The carnaroli will work well.  It's a standard risotto rice.


----------



## Lynan (Apr 12, 2007)

IMHO Vialone Nano is the best rice for risotto if you can source it otherwise Canaroli or Arborio will do!  

Dont forget peeps...if you want a successful risotto the stock you are adding MUST be at a low simmer, or more. It is imperative that the rice does not encounter anything colder than a simmer. Its the ' Italian' thang!  
I wish I was not the traditionalist sometimes but with risotto, it cant be helped. The time honored method of stirring the rice and sipping on a glass of vino is the only way.  

Grazie Mama Piera!! xxx ( she taught me)


----------



## CassiesKitchen (Apr 19, 2007)

> The last one I made was Risotto with Butternut Squash & Leeks.  Very tasty!

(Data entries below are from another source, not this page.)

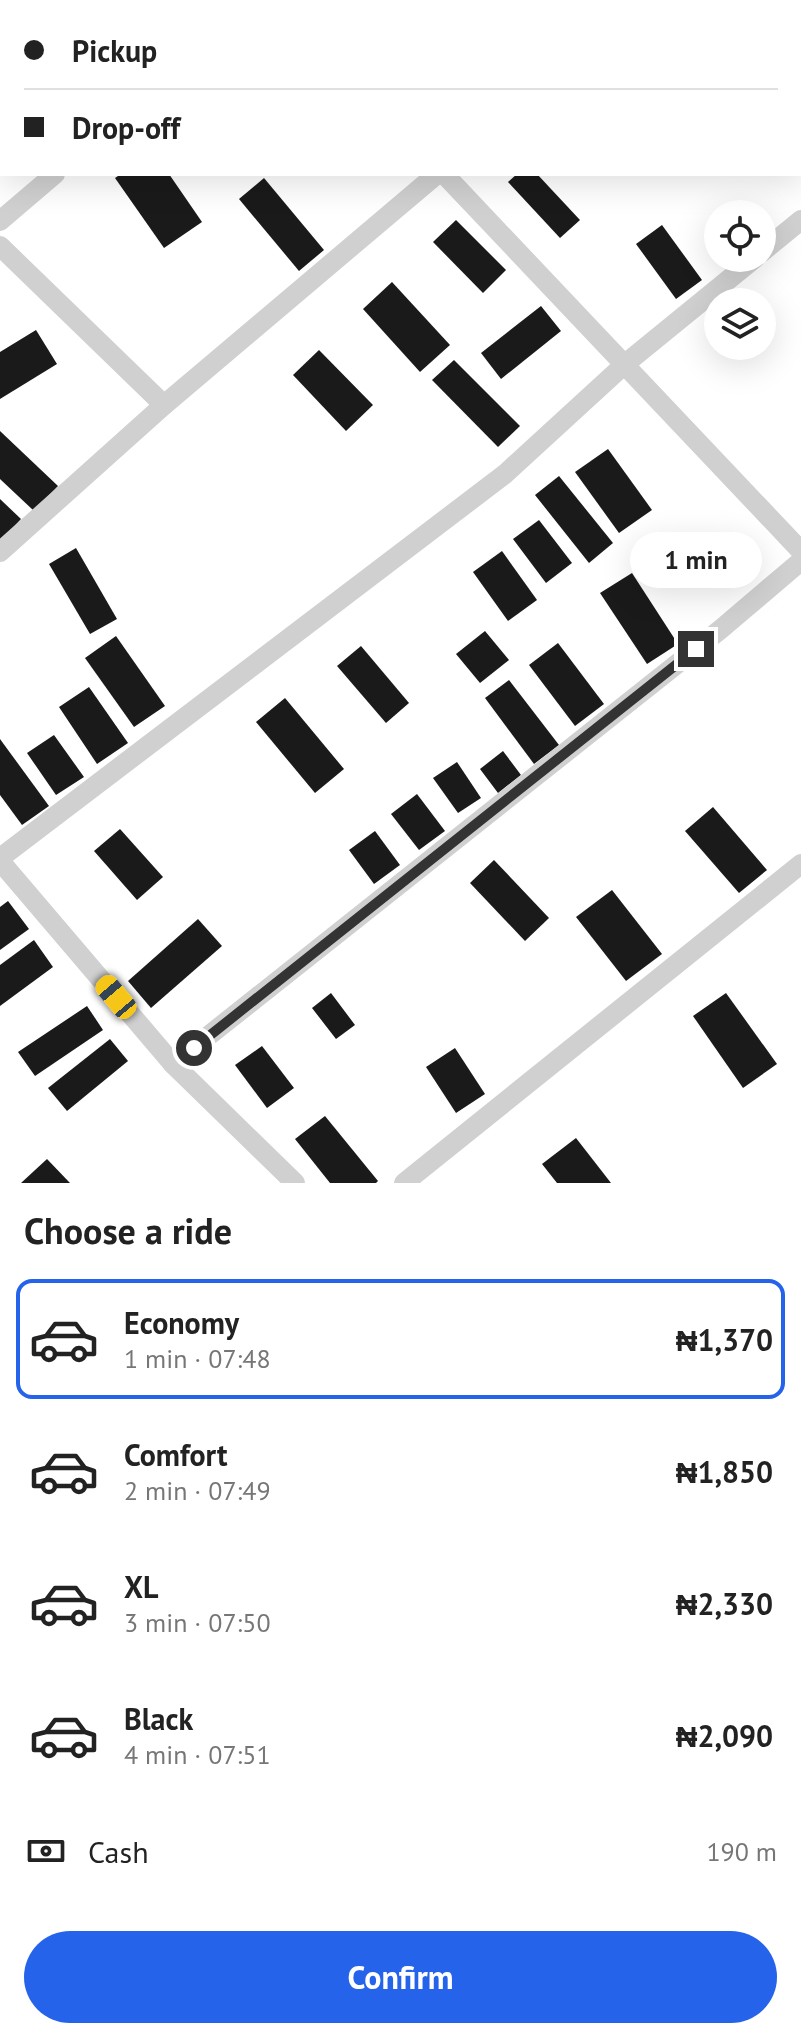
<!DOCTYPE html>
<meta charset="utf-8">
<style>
:root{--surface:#fff;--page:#f6f6f6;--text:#222;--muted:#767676;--line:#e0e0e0;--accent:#2563eb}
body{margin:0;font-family:"PT Sans",sans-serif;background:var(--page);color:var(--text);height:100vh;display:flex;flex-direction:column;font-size:30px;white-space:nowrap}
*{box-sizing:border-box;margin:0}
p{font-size:26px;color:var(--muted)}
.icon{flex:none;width:44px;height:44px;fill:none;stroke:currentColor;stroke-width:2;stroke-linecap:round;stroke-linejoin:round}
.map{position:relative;height:1183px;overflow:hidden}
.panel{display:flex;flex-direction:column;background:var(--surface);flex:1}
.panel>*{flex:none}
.banner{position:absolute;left:0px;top:0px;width:802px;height:176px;box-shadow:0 8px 32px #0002;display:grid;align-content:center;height:176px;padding:0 24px;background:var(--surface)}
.fabs{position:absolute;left:704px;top:200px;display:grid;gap:16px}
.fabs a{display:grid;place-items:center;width:72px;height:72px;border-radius:50%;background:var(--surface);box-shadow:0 8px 32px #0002;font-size:40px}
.end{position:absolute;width:36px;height:36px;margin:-18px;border:10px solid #333;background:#fff;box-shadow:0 0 0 4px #fff}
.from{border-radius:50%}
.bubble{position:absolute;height:56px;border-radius:28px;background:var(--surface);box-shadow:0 8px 32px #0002;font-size:26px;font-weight:700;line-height:56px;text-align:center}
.car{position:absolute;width:24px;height:48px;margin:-24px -12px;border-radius:10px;box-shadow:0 0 6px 2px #0007;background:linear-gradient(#f5c518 24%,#345 0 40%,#f5c518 0 76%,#345 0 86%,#f5c518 0)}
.banner b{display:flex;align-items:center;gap:28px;height:76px;font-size:30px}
.banner b+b{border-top:2px solid var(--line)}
.banner i{width:20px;height:20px;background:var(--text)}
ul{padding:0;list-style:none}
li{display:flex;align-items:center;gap:24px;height:120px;margin:0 16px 12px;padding:0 8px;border:4px solid transparent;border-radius:16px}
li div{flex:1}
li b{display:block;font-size:30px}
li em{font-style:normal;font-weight:700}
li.selected{border-color:var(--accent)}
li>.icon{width:72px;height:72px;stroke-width:1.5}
h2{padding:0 24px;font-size:36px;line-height:96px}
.pay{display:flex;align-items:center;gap:20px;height:88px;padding:0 24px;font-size:30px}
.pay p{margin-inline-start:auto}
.primary-button{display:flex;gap:16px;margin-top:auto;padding:16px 24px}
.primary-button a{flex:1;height:92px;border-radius:48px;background:var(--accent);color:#fff;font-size:32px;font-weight:700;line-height:92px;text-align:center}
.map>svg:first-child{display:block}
</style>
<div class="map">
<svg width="801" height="1183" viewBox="0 0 801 1183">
<rect width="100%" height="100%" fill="#fff"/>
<g fill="#1a1a1a">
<polygon points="121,174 169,174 202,222 164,248 115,178"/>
<polygon points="517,174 537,174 580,220 560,238 508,182"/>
<polygon points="264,178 324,250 299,271 239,199"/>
<polygon points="456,220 506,270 483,293 433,242"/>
<polygon points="662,225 702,280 676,299 636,244"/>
<polygon points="392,282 450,345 420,372 363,309"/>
<polygon points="541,306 561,331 501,379 481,353"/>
<polygon points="36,330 57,364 0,399 0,352"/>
<polygon points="319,350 373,405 346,431 293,375"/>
<polygon points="454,360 520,426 498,447 432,380"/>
<polygon points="0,431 58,486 34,511 0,479"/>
<polygon points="608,449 652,510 619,533 575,472"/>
<polygon points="559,476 613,543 589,563 535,495"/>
<polygon points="0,499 21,519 0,542"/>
<polygon points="539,520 572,563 546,583 513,539"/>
<polygon points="76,548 117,619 90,634 49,564"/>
<polygon points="502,551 537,600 508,621 473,572"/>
<polygon points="632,573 678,644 647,664 600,593"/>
<polygon points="485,631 509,660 480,683 456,654"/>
<polygon points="116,636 165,706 134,727 85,658"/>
<polygon points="558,643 604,704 575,726 529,665"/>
<polygon points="361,646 409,703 386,723 337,666"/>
<polygon points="509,680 559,745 534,764 485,698"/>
<polygon points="89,687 128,743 97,764 59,707"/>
<polygon points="285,698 344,769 315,793 256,722"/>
<polygon points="54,735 84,777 56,795 27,753"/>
<polygon points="0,739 49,806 22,825 0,795"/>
<polygon points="503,751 521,775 498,793 480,769"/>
<polygon points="457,762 481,798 458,813 433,778"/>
<polygon points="417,794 445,831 419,850 391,814"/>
<polygon points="713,807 767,870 739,893 685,831"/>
<polygon points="120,829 163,877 137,900 94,851"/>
<polygon points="375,831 400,865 374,884 349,850"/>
<polygon points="494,860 549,918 525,941 470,883"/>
<polygon points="612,890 662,954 626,981 576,917"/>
<polygon points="8,901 29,929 0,950 0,907"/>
<polygon points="198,919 222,946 151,1008 128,981"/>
<polygon points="34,940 53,967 0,1006 0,965"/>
<polygon points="331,993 355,1025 336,1039 312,1008"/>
<polygon points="726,993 777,1064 743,1088 693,1016"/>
<polygon points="87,1006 103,1030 35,1076 18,1052"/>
<polygon points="110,1039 128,1061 67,1111 48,1088"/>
<polygon points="262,1046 294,1088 267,1108 235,1065"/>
<polygon points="455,1048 485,1094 456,1113 426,1067"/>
<polygon points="325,1116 378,1181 376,1183 330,1183 295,1139"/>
<polygon points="576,1138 611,1183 557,1183 542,1164"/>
<polygon points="47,1159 70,1183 21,1183"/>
</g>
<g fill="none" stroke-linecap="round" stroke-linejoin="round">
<g stroke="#d0d0d0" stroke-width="20">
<polyline points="258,2 260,0"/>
<polyline points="636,2 638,0"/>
<polyline points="444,174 801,551"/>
<polyline points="0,221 55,174"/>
<polyline points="0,246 164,405"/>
<polyline points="762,252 801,220"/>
<polyline points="0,552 164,405 437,174"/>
<polyline points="0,858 505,474 625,364 755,258"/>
<polyline points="0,861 173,1064 295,1183"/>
<polyline points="173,1064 721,629 801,561"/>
<polyline points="404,1183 801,864"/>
</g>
</g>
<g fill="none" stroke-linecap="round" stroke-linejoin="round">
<polyline stroke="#333" stroke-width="10" points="194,1048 696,649"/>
</g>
</svg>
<div class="fabs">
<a><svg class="icon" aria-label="locate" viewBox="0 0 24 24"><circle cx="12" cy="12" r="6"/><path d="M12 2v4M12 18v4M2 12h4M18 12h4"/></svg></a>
<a><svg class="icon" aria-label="layers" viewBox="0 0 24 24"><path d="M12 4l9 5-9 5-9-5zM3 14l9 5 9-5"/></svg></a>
</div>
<i class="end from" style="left:194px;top:1048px"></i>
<i class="end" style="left:696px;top:649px"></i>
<div class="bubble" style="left:630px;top:532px;width:132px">1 min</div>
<i class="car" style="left:116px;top:997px;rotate:320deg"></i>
<div class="banner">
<b><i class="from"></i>Pickup</b>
<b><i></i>Drop-off</b>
</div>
</div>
<section class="panel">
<h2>Choose a ride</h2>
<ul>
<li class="selected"><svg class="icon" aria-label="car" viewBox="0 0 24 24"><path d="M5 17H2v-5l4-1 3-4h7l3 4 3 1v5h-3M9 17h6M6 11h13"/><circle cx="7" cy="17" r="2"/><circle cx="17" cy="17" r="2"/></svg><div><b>Economy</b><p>1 min · 07:48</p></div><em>₦1,370</em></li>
<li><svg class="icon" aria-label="car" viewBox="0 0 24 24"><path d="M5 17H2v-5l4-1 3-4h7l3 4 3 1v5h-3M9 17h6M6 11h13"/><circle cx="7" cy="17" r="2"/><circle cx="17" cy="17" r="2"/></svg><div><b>Comfort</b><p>2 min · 07:49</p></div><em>₦1,850</em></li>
<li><svg class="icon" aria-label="car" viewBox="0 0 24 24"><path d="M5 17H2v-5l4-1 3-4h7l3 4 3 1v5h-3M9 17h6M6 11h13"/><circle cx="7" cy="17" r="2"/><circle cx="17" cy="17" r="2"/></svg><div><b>XL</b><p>3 min · 07:50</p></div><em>₦2,330</em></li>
<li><svg class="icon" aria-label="car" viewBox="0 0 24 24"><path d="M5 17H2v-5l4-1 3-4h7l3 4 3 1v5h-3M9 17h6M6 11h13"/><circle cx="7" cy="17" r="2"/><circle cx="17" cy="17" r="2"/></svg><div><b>Black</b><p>4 min · 07:51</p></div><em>₦2,090</em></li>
</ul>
<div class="pay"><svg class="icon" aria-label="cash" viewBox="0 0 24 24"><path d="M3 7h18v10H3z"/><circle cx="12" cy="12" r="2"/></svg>Cash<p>190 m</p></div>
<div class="primary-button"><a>Confirm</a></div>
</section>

A woman after my own heart. I make mine in my pressure cooker, and I use sage as my "green" flavor. Bring on the parmesan cheese.


----------



## Little Miss J (Apr 20, 2007)

When I make risotto I use a Donna Hay recipe for making it in the oven.  No stirring! I am not sure all would approve but it tastes pretty good to me (and I have served it up and no said anything and no-one has been any the wiser!).


----------